I've used 10% here, as a bit of a magic number and I appreciate that while a hill may have bits that at >=10%, they typically don't average it for the whole length (with a few notable exceptions[1]). But even if we picked 7.5%, 10kph/80kg rider == ~221w. For a 95kg rider it would be ~255w.
Unless your hills take an hour to ride up (i.e. 1000m in one go), you don't need an *FTP* of those numbers (which is usually defined as what you can sustain for a full hour), you need a peak output of those numbers, which is a very different and much more achievable goal.
(in fact you can probably do it already in short bursts, so what you're looking to do is increase how long you can sustain it for)
Short bursts yes, but surprising just how short those bursts will be.
My best FTP was probably about 230W maybe a little more. I've never done a proper FTP test but I've got ride data from lots of rides. I can see that I did one ride that was about 85 minutes long where my one hour power (not NP or xPower, those give inflated figures) was 214W average.
Using Golden Cheetah to look at all of my other rides I see that my record for sustaining an average of 300W or more is just 3m11s. Maybe I didn't find quite the right hill in terms of length or steepness but over many rides my critical power graph looks the expected shape so I doubt it is too far off.
It's surprising just how quickly the numbers tapered off (well, definitely for a relatively untrained cyclist like me), less than a 50% increase from my FTP and I can only maintain it for about 1/20th of an hour.
What I found is that when I was too heavy, not quite fit enough, and I hit something steep (i.e. Ditchling Beacon) I'd end up stopping multiple times on the way up. No great problem. If I had needed to sustain 300W to ride up it non-stop at 6kph then doing it in chunks with rests means I just took longer and average 4kph. It's no big deal.

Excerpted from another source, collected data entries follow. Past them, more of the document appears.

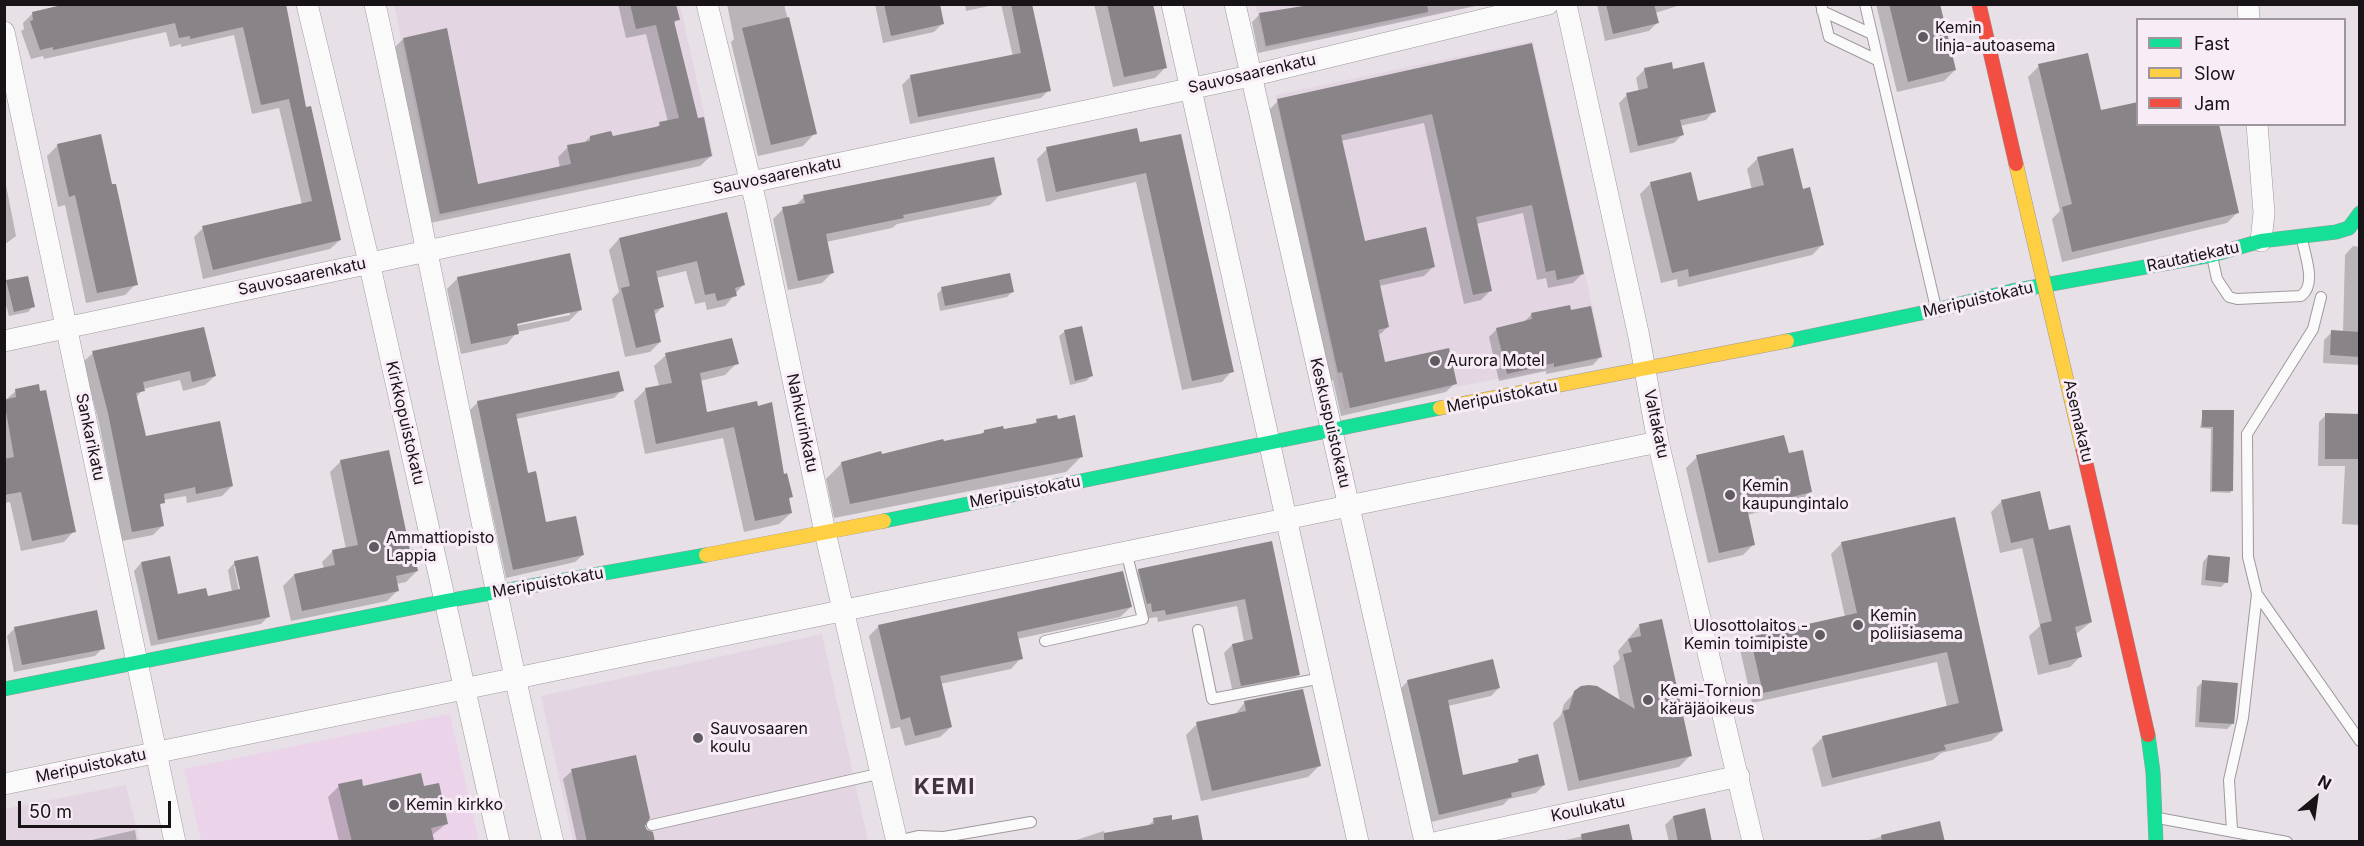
<!DOCTYPE html>
<html>
<head>
<meta charset="utf-8">
<style>
  body { margin:0 }
  #map { position:relative; width:2364px; height:846px; overflow:hidden; background:#e7e1e7; font-family:Inter,sans-serif }
  canvas { display:block }
  .frame { position:absolute; inset:0; border:6px solid #171317; pointer-events:none }
  .legend { position:absolute; left:2136px; top:18px; width:210px; height:108px; box-sizing:border-box; background:#f8ecf6; border:2px solid #9e959d; margin:0; padding:8px 10px; list-style:none; font-size:18px; color:#171317 }
  .legend li { display:flex; align-items:center; gap:12px; height:30px }
  .legend b { width:30px; border:2px solid #9e959d }
  .north { position:absolute; left:2286px; top:768px; width:60px; height:60px; -webkit-text-stroke:4px #f8ecf6; paint-order:stroke; rotate:29deg; font-size:16px; font-weight:700; line-height:24px; text-align:center; color:#171317 }
  .north::after { content:''; display:block; margin:auto; width:21px; height:27px; background:#171317; clip-path:polygon(50% 0,100% 100%,50% 72%,0 100%) }
  .scale { position:absolute; left:18px; top:801px; width:153px; height:27px; box-sizing:border-box; border:3px solid #171317; border-top:0; padding-left:8px; font-size:18px; line-height:21px; white-space:nowrap; color:#171317; -webkit-text-stroke:4px #f8ecf6; paint-order:stroke }
</style>
</head>
<body>
<div id="map">
<canvas width="2364" height="846"></canvas>
<div class="frame"></div>
<ul class="legend">
<li><b style="height:8px;background:#16e098"></b>Fast</li>
<li><b style="height:8px;background:#ffcf43"></b>Slow</li>
<li><b style="height:8px;background:#f24e42"></b>Jam</li>
</ul>
<div class="north">N</div>
<div class="scale">50 m</div>
</div>
<script>
const ctx = document.querySelector('canvas').getContext('2d');
ctx.lineJoin = 'round';
function fillPath(path, color) {
  ctx.fillStyle = color;
  ctx.fill(path, 'evenodd');
}
function strokePath(path, color, width, dash) {
  ctx.strokeStyle = color;
  ctx.lineWidth = width;
  ctx.lineCap = dash ? 'butt' : 'round';
  ctx.setLineDash(dash || []);
  ctx.stroke(path);
}
function drawText(font, color, halo, rows, align = 'center') {
  ctx.font = font + ' Inter,sans-serif';
  ctx.lineWidth = 6;
  ctx.setLineDash([]);
  ctx.textBaseline = 'middle';
  ctx.strokeStyle = halo;
  ctx.fillStyle = color;
  for (const [text, x, y, turn = 0] of rows) {
    ctx.save();
    ctx.translate(x, y);
    ctx.rotate((+turn || 0) * Math.PI / 180);
    ctx.textAlign = isNaN(turn) ? turn : align;
    if (halo) ctx.strokeText(text, 0, 0);
    ctx.fillText(text, 0, 0);
    ctx.restore();
  }
}
const built = new Path2D(`
  M1255,4L1477,5L1265,48Z
  M394,5H680L714,157L438,217Z
  M1533,41L1604,358L1344,409L1275,95Z
  M822,634L868,841H573L541,696Z
  M126,785L140,841H5V809Z`);
const green = new Path2D(`
  M450,714L479,841H201L184,769Z`);
const shadow = new Path2D(`
  M283,4L299,69L296,71L340,240L330,249L203,279L194,237L203,228L302,205L279,108L252,114L234,35L181,47V44L170,47L166,32L44,59L43,56L31,59L21,31L24,29L23,23L32,14Z
  M618,4H675L678,19L673,24L697,120L711,156L700,166L430,223L393,49L403,39L477,186L560,168L558,157L568,147L584,143L590,137L611,138L655,129L660,124L668,122L646,34L626,38Z
  M727,4H784L815,133L803,146L758,156L731,42L734,39Z
  M875,4H938L942,24L934,32L883,43Z
  M965,4H998L966,11Z
  M1001,4H1031L1049,90L1041,98L910,124L902,85L910,77L1013,57Z
  M1094,4H1151L1166,67L1155,78L1113,87Z
  M1321,4H1485L1258,53L1252,22L1260,14Z
  M1597,4H1684L1655,13L1657,23L1649,31L1605,41Z
  M1876,4H1939L1955,70L1944,81L1897,92Z
  M1531,45L1582,274L1573,283L1548,288L1546,278L1537,280L1523,213L1476,224L1490,291L1481,300L1464,304L1424,123L1341,141L1364,242L1433,267L1424,276L1379,286L1388,327L1378,336L1384,364L1455,383L1446,392L1341,416L1333,380L1329,381L1269,110L1278,101Z
  M2039,66L2100,112L2138,124H2220L2218,127L2238,212L2227,223L2062,262L2052,219L2060,211L2028,77Z
  M1645,69L1672,71L1714,111L1706,120L1680,126L1682,135L1674,143L1630,153L1619,103L1627,95L1639,92L1636,78Z
  M1139,144L1232,371L1222,382L1182,390L1136,182L1046,202L1037,159L1047,149Z
  M58,145L136,284L125,295L86,303L65,205L58,207L47,156Z
  M1758,158L1801,190L1823,244L1812,255L1678,287L1677,279L1661,283L1640,194L1651,183L1697,203L1752,190L1747,169Z
  M4,175L16,236L4,245Z
  M1000,195L990,205L897,224L892,228L826,242L832,273L822,283L788,290L773,219L783,209L795,206L804,197Z
  M726,214L743,285L725,306L707,310L705,302L695,304L686,271L656,278L662,307L654,316L660,342L650,352L625,357L612,299L619,292L609,250L619,239Z
  M2353,246L2360,247V365L2323,363L2324,340L2332,332L2343,333L2345,255Z
  M458,278L580,310L569,321L517,332L507,344L461,354L447,289ZM570,312V315L510,327V324Z
  M7,281L33,306L28,312L9,316L4,298V284Z
  M942,289L1012,292L1007,297L940,311L937,294Z
  M1570,312L1601,356L1593,365L1546,374V371L1499,381L1489,337L1497,329L1523,323L1531,315Z
  M203,328L215,376L205,385L183,391L180,380L143,389L136,398L145,437L232,486L222,496L187,503L186,496L163,500L159,507L163,525L153,535L122,541L99,423L83,362L93,353Z
  M1065,331L1091,376L1086,381L1070,385L1059,336Z
  M666,355L737,363L725,375L700,381L706,414L757,407L791,496L788,500L791,513L779,524L744,532L723,438L645,454L634,401L646,389L659,386L654,366Z
  M622,390L614,398L516,419L527,475L545,524L583,555L575,562L506,578L470,410L478,402Z
  M16,391L74,531L64,542L21,551L10,502L4,503V401Z
  M2203,411L2233,412L2232,490L2230,493L2210,492L2211,429L2200,428Z
  M2326,415H2360V525L2342,524L2345,466H2318L2319,422Z
  M1037,421L1082,456L1066,472L834,518L826,479L842,463L980,436L984,431H1003L1032,425Z
  M1788,455L1811,491L1800,502L1747,515L1754,544L1743,555L1708,563L1686,468L1697,457Z
  M341,461L409,552L417,571L406,582L396,584L398,590L387,601L291,621L283,586L294,575L324,569L322,562L333,551L346,549L330,472Z
  M2002,501L2048,532L2091,622L2076,634L2081,656L2070,667L2038,675L2029,636L2040,626L2022,548L2000,553L1991,512Z
  M1954,518L2002,731L1991,741L1941,753L1933,760L1822,787L1812,748L1823,737L1947,707L1937,662L1752,703L1740,649L1751,638L1845,617L1831,554L1842,543Z
  M1271,542L1299,674L1290,682L1233,693L1224,653L1232,645L1244,642L1237,606L1158,622L1157,617L1144,619L1131,578L1139,570Z
  M2208,556L2226,582L2221,587L2201,585L2203,562Z
  M235,562L268,617L261,624L151,646L134,571L141,563L177,596L207,598L232,592L228,570ZM234,566H237L243,596H240Z
  M1131,607L1120,617L1017,639L1021,658L1011,669L940,684L951,727L940,737L905,746L900,727L891,729L869,636L879,626Z
  M1639,626L1690,756L1679,767L1568,791L1553,723L1561,715L1564,704L1575,692L1620,702L1613,666L1620,659L1618,651Z
  M15,628L103,648L95,656L14,672L7,636Z
  M1408,681L1499,688L1491,696L1448,706L1462,777L1514,765L1519,760L1544,785L1536,793L1509,799L1503,805L1431,822L1400,689Z
  M2203,682L2233,723L2227,729L2195,727L2197,687Z
  M1245,702L1319,766L1308,777L1201,801L1186,735L1197,724L1234,716Z
  M572,771L643,826L654,842H577L563,779Z
  M339,786L423,788L446,824L431,836L430,842H339L328,797Z
  M1673,817L1711,842H1669L1665,825Z
  M1154,820L1201,842H1070L1104,831L1105,835L1147,827Z
  M1939,823L1943,842H1860Z
  M1628,826L1631,842H1557Z
  M135,830L137,842H83Z`);
const building = new Path2D(`
  M66,4H286L306,107L311,106L341,240L213,270L202,226L312,201L289,99L261,105L243,27L190,39V36L179,38L175,23L53,50V47L40,50L30,21L33,20L32,12Z
  M630,4H676L680,20L674,21L698,118L704,117L712,156L440,214L403,38L447,28L478,184L571,164L567,145L590,141V136L611,131L613,136L660,126L659,122L679,118L656,25L636,29Z
  M884,4H940L944,24L891,36Z
  M1011,4H1032L1051,91L918,117L910,75L1021,53Z
  M1107,4H1153L1167,68L1124,77Z
  M1316,4H1427L1428,12L1266,46L1259,13Z
  M1606,4H1654L1659,23L1613,34Z
  M1889,4H1940L1956,70L1908,82Z
  M789,17L817,134L771,145L742,28Z
  M1532,43L1584,274L1557,280L1555,270L1546,272L1532,205L1476,217L1492,291L1473,295L1432,114L1341,135L1365,241L1426,227L1435,267L1379,280L1389,327L1378,330L1385,362L1449,348L1457,384L1350,408L1342,372L1338,373L1277,99Z
  M2088,53L2101,110L2138,102V124H2219L2239,213L2072,252L2062,207L2072,204L2038,64Z
  M1672,62L1673,69L1704,62L1716,112L1680,120L1684,135L1638,146L1626,93L1648,88L1644,68Z
  M1137,128L1140,142L1181,134L1234,372L1192,381L1146,173L1056,192L1046,147Z
  M101,134L112,184H116L138,285L97,293L75,195L69,197L57,144Z
  M1793,148L1803,189L1810,187L1824,245L1689,277L1688,269L1672,273L1650,182L1691,172L1698,201L1764,185L1757,157Z
  M994,157L1002,195L903,215L904,218L826,234L834,273L798,281L782,207L805,203L803,195Z
  M727,212L745,285L735,288L737,296L717,301L715,293L705,295L697,261L656,271L664,307L654,310L661,342L636,348L621,288L630,286L619,238Z
  M570,253L582,310L517,324L519,334L471,344L457,277Z
  M1010,273L1014,292L945,306L941,287Z
  M28,276L35,307L14,312L6,280Z
  M1570,305L1571,310L1591,306L1602,357L1554,367V363L1507,374L1496,328L1532,319L1531,313Z
  M1082,326L1093,376L1075,381L1064,330Z
  M204,327L216,376L192,382L190,371L143,382L145,391L136,393L139,406L146,436L220,421L233,486L196,494L195,487L164,494L165,503L160,504L164,526L132,532L108,413L92,351Z
  M2331,330L2360,332V357L2330,355Z
  M732,338L739,364L700,373L707,412L757,401L758,406L772,402L784,474L787,473L793,497L789,498L792,513L755,521L734,427L656,444L645,388L672,383L665,353Z
  M619,371L624,391L516,414L528,473L536,471L546,522L576,516L584,555L513,570L477,401Z
  M39,384L40,391L46,390L76,532L32,541L21,492L4,495V459L14,457L4,400L16,397L15,389Z
  M2202,410H2234L2233,491H2212L2213,427H2202Z
  M2325,413L2360,414V459H2325Z
  M1057,415L1058,419L1075,415L1083,457L850,504L841,462L881,451L882,454L943,439L944,441L984,433V430L1003,426L1004,429L1037,423L1036,419Z
  M1784,435L1789,453L1803,450L1812,492L1747,508L1755,545L1719,553L1696,455Z
  M389,450L410,550L414,549L418,571L396,576L399,591L302,611L294,574L335,565L332,550L358,545L340,460Z
  M2040,491L2049,530L2070,525L2092,622L2075,627L2082,657L2049,665L2040,624L2052,621L2033,538L2011,543L2001,500Z
  M1955,517L2003,731L1944,745L1946,750L1832,778L1822,736L1959,703L1947,652L1763,693L1750,637L1857,613L1841,542Z
  M1272,541L1300,675L1241,686L1232,644L1253,639L1245,599L1166,615L1165,610L1152,612L1151,603L1147,604L1138,569Z
  M2208,555L2230,557L2228,583L2205,580Z
  M170,556L178,594L206,588L208,596L240,589L234,561L258,556L270,617L158,640L141,562Z
  M1123,571L1132,607L1017,632L1023,659L940,676L952,727L915,736L910,717L901,720L878,625Z
  M97,610L105,649L22,665L14,627Z
  M1662,619L1692,756L1579,781L1563,711L1569,709L1574,691L1581,686L1589,685L1597,686L1635,709L1623,654L1632,652L1628,639L1641,636L1639,624Z
  M1493,659L1500,688L1448,700L1463,775L1519,762L1518,759L1538,754L1545,785L1511,793L1512,797L1439,815L1407,680Z
  M2202,680L2238,683L2234,724L2199,722Z
  M1303,689L1321,766L1212,791L1196,722L1246,711L1244,701Z
  M636,755L650,818L645,826L647,830L653,832L655,842H587L571,769Z
  M421,773L424,786L439,783L448,824L431,828L434,840L352,842L338,784L362,779L363,786Z
  M1705,808L1712,842H1678L1673,816Z
  M1172,815V820L1198,815L1203,842H1104V833L1154,824L1153,818Z
  M1940,821L1945,842H1882L1881,835Z
  M1629,824L1633,842H1582L1581,834Z`);
const lane = new Path2D(`
  M1821,4L1829,37L1877,60
  M1865,4L1936,308
  M1822,11L1872,34
  M2212,256L2217,279L2229,297L2237,299L2301,296C2317,284 2305,257 2302,239
  M2321,297L2313,329L2247,434L2248,557L2257,594L2360,741
  M1198,630L1212,699L1322,678
  M1045,641L1143,619L1126,551
  M2158,818L2287,842
  M652,825L882,773
  M2232,830L2229,780L2243,718L2257,594
  M897,841L918,836L944,837L1031,822`);
const street = new Path2D(`
  M307,4L369,262L499,842
  M375,4C436,283 486,564 553,842
  M707,4L756,204L825,532L897,842
  M1172,4L1358,842
  M1235,4L1425,842
  M1566,4L1639,337L1658,442L1753,842
  M2248,4L2249,20
  M4,32L175,842
  M2257,124L2264,213L2261,241
  M4,341L1250,76L1548,4
  M4,784L1658,442
  M1438,842L1739,776`);
const fast = new Path2D(`
  M1787,341L1936,310L2012,291L2212,255L2261,241L2336,232L2349,228L2360,213
  M884,521L1440,408
  M4,689L446,601L706,555
  M2148,735L2153,772L2156,842`);
const slow = new Path2D(`
  M2016,164L2083,450
  M1440,408L1787,341
  M706,555L884,521`);
const jam = new Path2D(`
  M1979,4L2016,164
  M2083,450L2148,735`);
const markers = [
  [1923,37,6,"#605b60"],
  [1435,361,6,"#605b60"],
  [1730,495,6,"#605b60"],
  [374,547,6,"#605b60"],
  [1858,625,6,"#605b60"],
  [1820,635,6,"#605b60"],
  [1648,700,6,"#605b60"],
  [698,738,6,"#605b60"],
  [394,805,6,"#605b60"]
];
const poiNames = [
  ["Kemin",1935,28],
  ["linja-autoasema",1935,46],
  ["Aurora Motel",1447,361],
  ["Kemin",1742,486],
  ["kaupungintalo",1742,504],
  ["Ammattiopisto",386,538],
  ["Lappia",386,556],
  ["Kemin",1870,616],
  ["poliisiasema",1870,634],
  ["Ulosottolaitos -",1808,626,"right"],
  ["Kemin toimipiste",1808,644,"right"],
  ["Kemi-Tornion",1660,691],
  ["käräjäoikeus",1660,709],
  ["Sauvosaaren",710,729],
  ["koulu",710,747],
  ["Kemin kirkko",406,805]
];
const streetNames = [
  ["Sauvosaarenkatu",1252,74,-13],
  ["Sauvosaarenkatu",777,176,-12],
  ["Rautatiekatu",2193,257,-12],
  ["Sauvosaarenkatu",302,277,-12],
  ["Meripuistokatu",1978,300,-13],
  ["Meripuistokatu",1502,397,-11],
  ["Asemakatu",2078,421,77],
  ["Kirkkopuistokatu",405,423,77],
  ["Nahkurinkatu",802,423,78],
  ["Keskuspuistokatu",1330,423,77],
  ["Valtakatu",1656,424,78],
  ["Sankarikatu",90,437,78],
  ["Meripuistokatu",1025,492,-11],
  ["Meripuistokatu",548,583,-10],
  ["Meripuistokatu",91,766,-12],
  ["Koulukatu",1588,809,-12]
];
const districtNames = [
  ["KEMI",945,787]
];
fillPath(built, '#e3d6e2');
fillPath(green, '#ebd3e9');
fillPath(shadow, '#0003');
fillPath(building, '#888488');
strokePath(lane, '#9e999d', 12);
strokePath(street, '#9e999d', 22);
strokePath(fast, '#9e999d', 15);
strokePath(slow, '#9e999d', 15);
strokePath(jam, '#9e999d', 15);
strokePath(lane, '#fbfafb', 10);
strokePath(street, '#fbfafb', 21);
strokePath(fast, '#16e098', 14);
strokePath(slow, '#ffcf43', 14);
strokePath(jam, '#f24e42', 14);
for (const [x, y, r, color] of markers) {
  const dot = new Path2D();
  dot.arc(x, y, r, 0, 2 * Math.PI);
  ctx.fillStyle = color;
  ctx.fill(dot);
  strokePath(dot, '#f8ecf6', 2);
}
drawText('16px', '#171317', '#f8ecf6', poiNames, 'left');
drawText('16px', '#171317', '#f8ecf6', streetNames);
ctx.letterSpacing = '1.5px';
drawText('bold 22px', '#3e353e', '#f8ecf6', districtNames);
ctx.letterSpacing = '0px';
</script>
</body>
</html>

Ride as long as you can in your lowest gear, stop and rest, repeat.
I need to lose 25kg to get back to a more sensible weight. Given I'm this much overweight I'm not worried about training for power right now (I'd probably do more if I could have a turbo but I live in a converted house [thin floors and ceilings] and have upstairs and downstairs neighbours, no garage and so nowhere to put a turbo - even if it was a quiet one). My main focus is on losing weight. Doesn't mean I couldn't do both, but adding 10% to the numerator part of W/kg is going to have a much smaller effect than reducing the denominator by 25%. Adding 10% to the numerator part once I've lost the weight will also have a bigger psychological effect too; I want to have some good performance gains once I've got rid of the weight, not have all of the easy early performance gains mixed up with the gains from losing weight (if you see what I mean).